If an expanded infrastructure is used for the project, these verified test cases should be then added to the automated testing system. Additionally, these test cases can be used as a baseline to detect changes introduced by code modifications, and once the code development stabilizes in the current iteration, they should be included in the automated regression testing system.
What do we measure during white-box unit testing?
White box software testing measures belong to the broad category of code coverage analysis. In coverage analysis, test adequacy indicators such as coverage criteria are used to define test-finishing rules. Test finishing rules answer the fundamental question, “How much testing is enough?” For example, if a goal is to assure that all statements in the unit are executed at least once, the criterion is 100% statement coverage. Similarly, a requirement might be to achieve 100% condition decision coverage, in which all possible outcomes of every condition are tested. Other important measures in this category include variable c-uses, which are uses of variables within computational expressions, and variable p-uses, which are uses of variables within conditional expression predicates. For each of these tests, the expected and the actual results are compared to determine whether the test has passed or failed.

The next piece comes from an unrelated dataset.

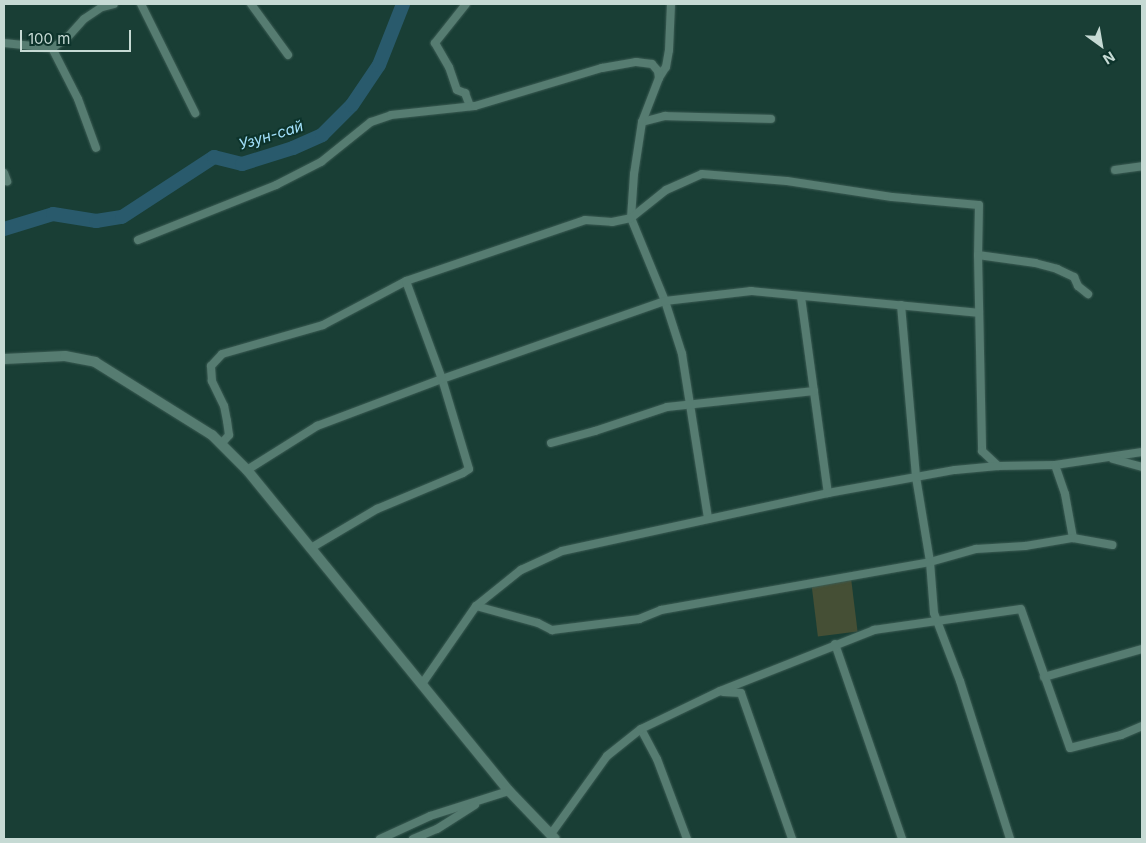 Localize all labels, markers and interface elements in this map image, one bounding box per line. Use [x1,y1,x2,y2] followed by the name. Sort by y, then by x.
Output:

Automation of white-box unit testing process:
Unit testing tools can automatically generate a wide variety of inputs designed to thoroughly exercise the unit, execute test cases with those inputs, and then report results including the exceptions that occur during test case execution. Automation of both test generation and execution not only improves the effectiveness of the testing process but is also essential in preventing test design and implementation and test harness defects.
Generally 60 to 70% statement coverage can be achieved by out-of-the-box, automatically generated test cases. Test case execution can be performed interactively (by the developer while working on code in the IDE), or automatically (in batch mode, as part of the automated software testing suite). Once verified and marked as black box tests, unit tests should be added to the test suite and integrated with the build system.